WHAT YOU HAVE TO DO:
In the records below, find every line with the word "serif" and copy it.

EXTRACTED MATERIAL:

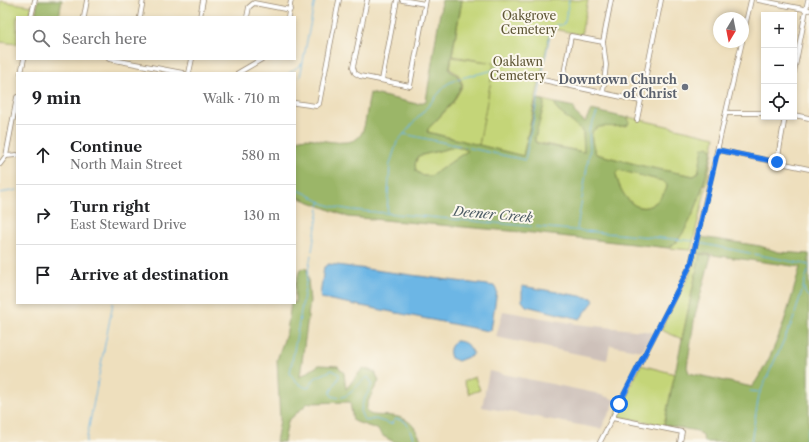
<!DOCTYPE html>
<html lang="en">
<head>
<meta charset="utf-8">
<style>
  :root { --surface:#fff; --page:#f2f2f2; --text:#202124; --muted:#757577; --line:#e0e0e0 }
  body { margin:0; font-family:"Libre Caslon Text",serif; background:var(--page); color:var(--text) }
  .controls { position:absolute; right:12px; top:12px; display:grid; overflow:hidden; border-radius:0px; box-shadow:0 2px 6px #0003 }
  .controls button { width:36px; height:36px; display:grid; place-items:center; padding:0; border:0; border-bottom:1px solid var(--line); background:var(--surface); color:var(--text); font:20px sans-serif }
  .compass { position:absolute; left:713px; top:12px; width:36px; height:36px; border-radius:50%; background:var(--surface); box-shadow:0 2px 6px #0003; rotate:190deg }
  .stop { position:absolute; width:12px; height:12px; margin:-9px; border:3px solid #1a73e8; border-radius:50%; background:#fff }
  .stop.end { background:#1a73e8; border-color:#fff; box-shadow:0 1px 4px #0008 }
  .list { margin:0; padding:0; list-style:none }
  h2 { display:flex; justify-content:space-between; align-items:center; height:52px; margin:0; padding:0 16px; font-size:17px }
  h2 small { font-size:13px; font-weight:400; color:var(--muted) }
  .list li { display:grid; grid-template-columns:26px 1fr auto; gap:12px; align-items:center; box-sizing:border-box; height:60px; padding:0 16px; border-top:1px solid var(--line) }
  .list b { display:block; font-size:15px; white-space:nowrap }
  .list p { margin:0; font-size:13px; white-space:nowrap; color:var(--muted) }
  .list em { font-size:13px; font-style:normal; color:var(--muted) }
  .icon { flex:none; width:22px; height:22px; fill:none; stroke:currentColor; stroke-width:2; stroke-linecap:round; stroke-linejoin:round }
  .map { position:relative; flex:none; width:809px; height:442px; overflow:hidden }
  .search { position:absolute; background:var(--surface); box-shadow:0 2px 6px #0003; left:16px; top:16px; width:280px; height:44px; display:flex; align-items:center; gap:10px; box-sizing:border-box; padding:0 14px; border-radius:0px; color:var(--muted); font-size:15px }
  .panel { position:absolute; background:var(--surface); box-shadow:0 2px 6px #0003; left:16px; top:72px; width:280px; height:232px; border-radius:0px }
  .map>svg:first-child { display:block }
</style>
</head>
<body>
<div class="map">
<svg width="809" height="442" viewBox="0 0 809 442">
  <rect width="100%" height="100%" fill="#fbf7ec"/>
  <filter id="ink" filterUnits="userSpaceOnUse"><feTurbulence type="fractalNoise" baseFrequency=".025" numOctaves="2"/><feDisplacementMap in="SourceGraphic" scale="8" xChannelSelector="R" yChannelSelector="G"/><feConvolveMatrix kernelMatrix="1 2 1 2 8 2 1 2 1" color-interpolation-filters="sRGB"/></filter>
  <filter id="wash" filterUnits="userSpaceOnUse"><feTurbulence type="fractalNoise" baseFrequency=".012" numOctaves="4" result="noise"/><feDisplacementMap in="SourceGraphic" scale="16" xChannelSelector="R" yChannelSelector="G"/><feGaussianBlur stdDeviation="0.9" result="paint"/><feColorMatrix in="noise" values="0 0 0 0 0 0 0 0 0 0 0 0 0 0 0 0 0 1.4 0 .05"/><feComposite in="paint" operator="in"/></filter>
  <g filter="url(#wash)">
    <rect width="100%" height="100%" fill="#eedfbd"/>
    <!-- industrial -->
    <g fill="#cec1ba">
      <path d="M 503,311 L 576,324 L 653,332 L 642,351 L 610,345 L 607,360 L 496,337 Z"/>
      <path d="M 489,371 L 595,393 L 616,400 L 601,429 L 482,407 Z"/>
    </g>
    <!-- green -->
    <g fill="#c4d578" stroke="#80804b">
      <path d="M 462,0 L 588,0 L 581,35 L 551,28 L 523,156 L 479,145 L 494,63 L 452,56 Z"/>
      <path d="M 0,1 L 32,6 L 30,17 L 17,17 L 17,44 L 0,42 Z"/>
      <path d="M 452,57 L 494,63 L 479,145 L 428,132 L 428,129 L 452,104 L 463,85 L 458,74 L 450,69 Z"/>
      <path d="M 543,100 L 555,103 L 557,110 L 583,131 L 584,152 L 535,142 L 535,138 L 544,105 Z"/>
      <path d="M 628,117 L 715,137 L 707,185 L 704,185 L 712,152 L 710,147 L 698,173 L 694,176 L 647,167 L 596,154 C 594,150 591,144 590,139 C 588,123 615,125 625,126 L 629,120 Z"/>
      <path d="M 455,147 L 465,149 L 467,151 L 431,176 L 423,176 L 416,171 L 415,164 L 418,156 Z"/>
      <path d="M 619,170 L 663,181 L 667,185 C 667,191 663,194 660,198 C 639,222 619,195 616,173 Z"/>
      <path d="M 703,187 L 706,188 L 691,250 L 669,248 C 684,238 698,205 703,187 Z"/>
      <path d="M 697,254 L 700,254 L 682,339 L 661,330 L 689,276 Z"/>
      <path d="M 641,365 L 675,374 L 664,425 L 615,416 Z"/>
      <path d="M 475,377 L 480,390 L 469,394 L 464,381 Z"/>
    </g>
    <!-- forest -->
    <g fill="#9bb668" stroke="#6b7043" fill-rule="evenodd">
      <path d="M 38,0 L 62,0 L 59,17 L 35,17 Z"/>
      <path d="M 442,0 L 462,0 L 449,70 L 457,75 L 462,85 L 452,103 L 428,129 L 427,132 L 523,156 L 537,99 L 543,100 L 544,105 L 535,138 L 535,142 L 539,144 L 584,152 L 583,131 L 557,110 L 555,103 L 574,107 L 574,112 L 585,122 L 591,110 L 627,118 L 629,122 L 628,125 C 608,131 581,115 596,154 L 647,167 L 694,176 L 698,173 L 703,148 L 708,146 L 712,149 L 712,152 C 705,179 693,232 669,248 L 533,233 L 348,217 L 295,196 L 295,141 C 303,137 311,138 319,140 C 369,148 362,135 370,93 L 417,104 L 426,101 ZM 455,147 L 465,149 L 467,151 L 431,176 L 423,176 L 416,171 L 415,164 L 418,156 ZM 619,170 L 663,181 L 667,185 C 667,191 663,194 660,198 C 639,222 619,195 616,173 Z"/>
      <path d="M 701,237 L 760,246 L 778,252 L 809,254 L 809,442 L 704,442 L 703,436 L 697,431 L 664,425 L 700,254 L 711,256 L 695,315 L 687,367 L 689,373 L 752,387 C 777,352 789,308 800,267 L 698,253 Z"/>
      <path d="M 304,268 L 307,269 L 310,301 L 300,377 L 319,365 L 338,366 L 344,373 L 346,389 L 363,368 L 375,372 L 379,381 C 348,432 383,407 406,420 C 414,424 418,434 422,442 L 394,442 L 383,436 L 377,429 L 353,421 L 350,402 L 308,403 L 288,421 L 284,442 L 276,442 L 280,420 L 277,360 L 287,331 L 291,303 L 295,303 L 295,286 L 300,269 Z"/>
    </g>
    <!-- water -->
    <g fill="#6cb6e5" stroke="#547082">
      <path d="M 329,264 L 494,286 L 497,291 L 491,330 L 488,331 L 321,298 L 320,296 L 324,267 Z"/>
      <path d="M 522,286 L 592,298 L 594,301 L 580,319 L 526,306 L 522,301 Z"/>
      <path d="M 456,341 C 465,341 470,346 473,354 L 473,355 L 458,361 L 451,358 C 448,350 450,346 456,341 Z"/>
    </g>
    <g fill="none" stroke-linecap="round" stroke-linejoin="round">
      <!-- stream -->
      <g stroke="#6cb6e5" stroke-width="1">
        <path d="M 556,25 L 562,25 L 565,22 L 569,0"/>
        <path d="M 289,73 L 303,63"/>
        <path d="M 300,77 L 315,0"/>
        <path d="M 542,77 L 551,28 L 556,27"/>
        <path d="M 404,134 L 525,160 L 541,82"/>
        <path d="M 590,148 L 589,131 L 597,113"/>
        <path d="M 295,189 C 305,192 312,197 321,202 C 330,207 341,208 352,210 L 694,241"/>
        <path d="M 0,193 L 17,190"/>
        <path d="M 319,206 L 321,201"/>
        <path d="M 387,213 L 390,164 L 397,142 L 447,84 L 457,79 L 490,71 L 514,59"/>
        <path d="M 577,229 L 590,149"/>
        <path d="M 699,243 L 809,265"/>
        <path d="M 312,251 L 319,209"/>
        <path d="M 311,255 L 290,373 C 293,379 301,387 308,388 L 315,378 L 332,370 L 339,374 L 339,377 L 330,393 L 332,396 C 349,403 356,383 368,377 L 372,384 C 367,397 355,408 365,421 L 375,419 L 391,424 L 396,419 L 403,420 L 407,424 L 415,442"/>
        <path d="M 809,268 L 809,267"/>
        <path d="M 804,287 L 805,293 L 809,297"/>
        <path d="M 750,391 L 759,392"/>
        <path d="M 86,442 L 113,303"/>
        <path d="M 751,442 L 759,395 L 793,320 L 808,271"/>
        <path d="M 805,442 L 809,427"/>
      </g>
    </g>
  </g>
  <g filter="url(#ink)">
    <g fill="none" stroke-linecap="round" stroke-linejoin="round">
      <!-- minor casing -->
      <g stroke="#94846e" stroke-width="5.5">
        <g id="minor">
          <path d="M 367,0 L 353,67 L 355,73 L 360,76 L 410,86 L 426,0"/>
          <path d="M 402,0 L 425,4"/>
          <path d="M 758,0 L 809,10"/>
          <path d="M 31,17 L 35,0"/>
          <path d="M 84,17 L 87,0"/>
          <path d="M 140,17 L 143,0"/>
          <path d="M 200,17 L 203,0"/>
          <path d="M 247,17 L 249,7 L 254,3 L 290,10"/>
          <path d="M 288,17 L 291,0"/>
          <path d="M 743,35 L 751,0"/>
          <path d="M 109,59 L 183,73"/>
          <path d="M 794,72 L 808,0"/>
          <path d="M 21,73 L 24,59"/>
          <path d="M 189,73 L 192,59"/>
          <path d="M 238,73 L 262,59"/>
          <path d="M 382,80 L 397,0"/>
          <path d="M 543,80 L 640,101"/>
          <path d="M 562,84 L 571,36 L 603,42"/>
          <path d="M 603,93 L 606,65 L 603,42 L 611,0"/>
          <path d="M 295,103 L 316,106 L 319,104 L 339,0"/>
          <path d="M 726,113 L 764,113"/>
          <path d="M 794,115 L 809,118"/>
          <path d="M 637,120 L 661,0"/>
          <path d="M 718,150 L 809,169"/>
          <path d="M 6,156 L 17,155"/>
          <path d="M 777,162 L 785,117"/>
          <path d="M 0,164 L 6,156 L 17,97"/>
          <path d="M 612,418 L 682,432 L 680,442"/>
          <path d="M 600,442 L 691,264 L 742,42"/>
        </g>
      </g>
      <!-- minor -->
      <use href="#minor" stroke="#fff" stroke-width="4"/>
    </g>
  </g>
  <g fill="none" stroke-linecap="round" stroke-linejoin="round" filter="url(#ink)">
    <!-- route -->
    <path stroke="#1a73e8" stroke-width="5" d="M 619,404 L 691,264 L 718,150 L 777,162"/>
  </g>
  <!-- markers -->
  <circle fill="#6b7280" stroke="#fbf7ec" stroke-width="1.5" cx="685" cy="87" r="4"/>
  <g text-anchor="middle" stroke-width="4" stroke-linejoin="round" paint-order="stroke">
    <!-- park labels -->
    <g font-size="12" fill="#5d5534" stroke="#fbf7ec">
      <text x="529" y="20">Oakgrove<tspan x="529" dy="14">Cemetery</tspan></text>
      <text x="518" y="66">Oaklawn<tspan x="518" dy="14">Cemetery</tspan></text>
    </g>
    <!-- worship labels -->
    <g font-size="12" font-weight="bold" fill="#5b616d" stroke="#fbf7ec" text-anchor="end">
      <text x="677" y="84">Downtown Church<tspan x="677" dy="14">of Christ</tspan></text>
    </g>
    <!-- water labels -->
    <g font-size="13" font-style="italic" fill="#4c5b64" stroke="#fbf7ec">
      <text transform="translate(493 214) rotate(5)" y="5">Deener Creek</text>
    </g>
  </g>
</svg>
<div class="controls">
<button>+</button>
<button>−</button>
<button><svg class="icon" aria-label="locate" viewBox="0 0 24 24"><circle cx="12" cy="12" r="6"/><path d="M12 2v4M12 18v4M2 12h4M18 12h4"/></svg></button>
</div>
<svg class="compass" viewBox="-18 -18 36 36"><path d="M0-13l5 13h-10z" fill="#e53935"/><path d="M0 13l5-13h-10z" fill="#757577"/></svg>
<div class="stop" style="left:619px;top:404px"></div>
<div class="stop end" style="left:777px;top:162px"></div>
<div class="search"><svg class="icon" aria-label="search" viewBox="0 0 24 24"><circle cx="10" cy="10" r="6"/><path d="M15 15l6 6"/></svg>Search here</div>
<section class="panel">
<h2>9 min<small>Walk · 710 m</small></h2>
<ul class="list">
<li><svg class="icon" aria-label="ahead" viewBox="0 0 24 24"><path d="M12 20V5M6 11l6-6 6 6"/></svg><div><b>Continue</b><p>North Main Street</p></div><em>580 m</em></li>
<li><svg class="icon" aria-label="right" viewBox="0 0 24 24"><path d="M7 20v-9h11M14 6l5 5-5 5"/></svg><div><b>Turn right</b><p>East Steward Drive</p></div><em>130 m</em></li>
<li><svg class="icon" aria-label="arrive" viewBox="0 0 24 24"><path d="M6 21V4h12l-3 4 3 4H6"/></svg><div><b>Arrive at destination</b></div></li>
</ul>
</section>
</div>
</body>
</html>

ANSWER SECTION:
  body { margin:0; font-family:"Libre Caslon Text",serif; background:var(--page); color:var(--text) }
  .controls button { width:36px; height:36px; display:grid; place-items:center; padding:0; border:0; border-bottom:1px solid var(--line); background:var(--surface); color:var(--text); font:20px sans-serif }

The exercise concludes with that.